27.09.2009

Et c'est quoi votre métier? 72

EPILOGUE (suite et fin 72)

FORMULE 1

Un soir, à Rio de Janeiro, le Commandant et moi devons dîner avec notre agent qui nous invite dans un restaurant sur la plage d'Ipanema. Seulement, nous prenons un peu de retard, des visites de dernière minute.

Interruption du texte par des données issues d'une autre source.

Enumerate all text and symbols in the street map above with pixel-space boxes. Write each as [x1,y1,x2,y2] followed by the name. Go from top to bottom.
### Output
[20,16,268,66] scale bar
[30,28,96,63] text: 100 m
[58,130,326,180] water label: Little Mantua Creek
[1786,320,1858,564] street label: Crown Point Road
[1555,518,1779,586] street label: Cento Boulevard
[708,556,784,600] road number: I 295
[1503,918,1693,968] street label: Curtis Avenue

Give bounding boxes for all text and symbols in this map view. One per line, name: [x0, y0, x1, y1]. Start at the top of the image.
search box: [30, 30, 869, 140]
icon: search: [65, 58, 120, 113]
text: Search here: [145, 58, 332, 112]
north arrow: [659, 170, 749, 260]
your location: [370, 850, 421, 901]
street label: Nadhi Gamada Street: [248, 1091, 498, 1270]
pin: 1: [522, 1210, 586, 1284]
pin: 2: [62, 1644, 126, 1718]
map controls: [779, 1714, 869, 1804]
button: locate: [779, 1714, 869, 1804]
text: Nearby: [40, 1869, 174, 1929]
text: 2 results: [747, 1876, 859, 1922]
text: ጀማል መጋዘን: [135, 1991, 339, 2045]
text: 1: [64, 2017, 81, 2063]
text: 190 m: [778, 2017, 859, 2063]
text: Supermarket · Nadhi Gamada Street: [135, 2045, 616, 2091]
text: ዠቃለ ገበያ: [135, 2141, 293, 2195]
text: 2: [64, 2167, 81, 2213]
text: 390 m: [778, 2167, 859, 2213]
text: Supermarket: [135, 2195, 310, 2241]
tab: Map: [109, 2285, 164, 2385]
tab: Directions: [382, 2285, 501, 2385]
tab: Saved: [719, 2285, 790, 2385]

Nous sortons du port vite vite, et hélons un taxi. A cette époque, les taxis étaient tous soit des Coccinelles, soit des Auto-Union, dans lesquelles le siège avant passager avait été retiré. Pour mieux voir la route? Pour mieux allonger les jambes? Les deux .

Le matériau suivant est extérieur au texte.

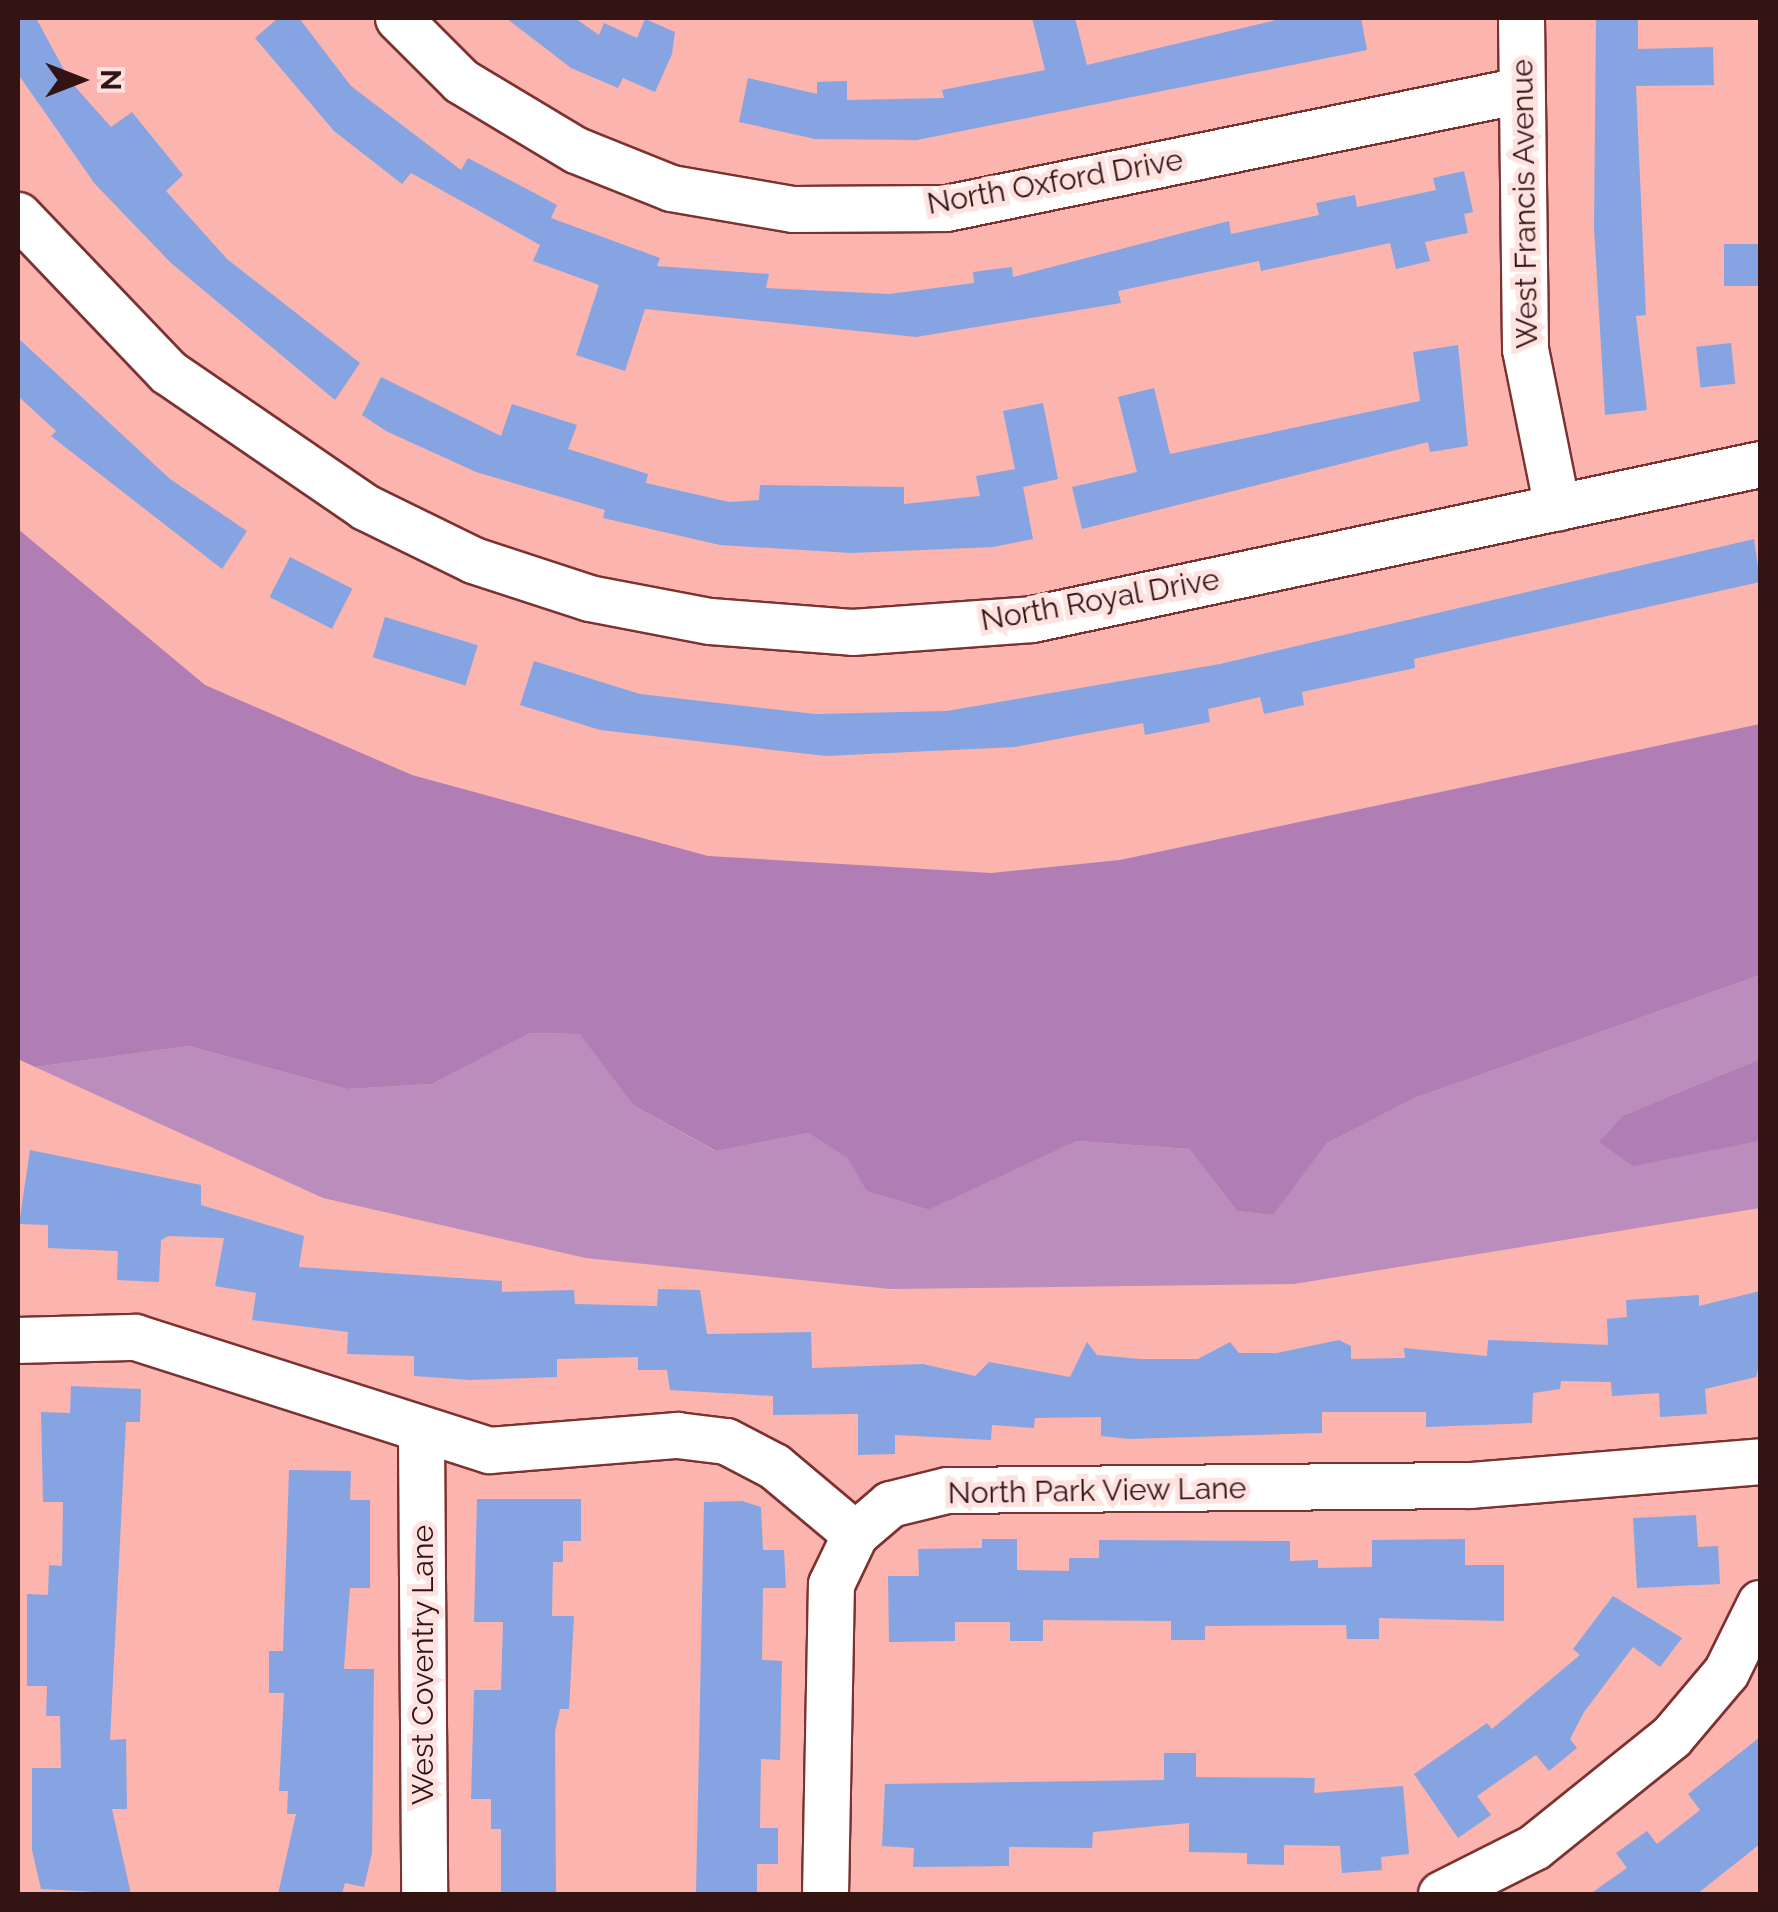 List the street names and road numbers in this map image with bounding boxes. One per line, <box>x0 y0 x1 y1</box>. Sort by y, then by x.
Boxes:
street label: West Francis Avenue <box>1504 58 1546 350</box>
street label: North Oxford Drive <box>924 142 1186 222</box>
street label: North Royal Drive <box>977 561 1223 639</box>
street label: North Park View Lane <box>946 1470 1248 1512</box>
street label: West Coventry Lane <box>405 1525 441 1805</box>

Je dis au chauffeur: le plus vite possible à Ipanema, au restaurant X. Là, un grand sourire éclaire soudain le visage du chauffeur . Rarement vu un gars aussi heureux. Surprenant. Mais, je comprends vite pourquoi: Il démarre en cirant les pneus, et nous pilote comme dans un grand prix de Formule 1 en ville. Full speed en avant toute les amis! Feux rouges? Pas vus! Policiers aux carrefours? Pas vus! Circulation? Que des chicanes posées là pour ralentir dans les lignes droites! Virages à angle droit? Dérapages contrôlés dans des hurlements de pneus! Freinages? C'est quoi çà?

En une poignée de minutes, nous stoppons net devant le restaurant dans un dérapage sablonneux. Nous ? Verts ! Tétanisés de s'être aggripés au poignées, en attendant le choc inévitable. Le chauffeur? Encore plus heureux qu'au départ! On le paye avec un pourboire quand même. Muyto muyto obrigado senhores.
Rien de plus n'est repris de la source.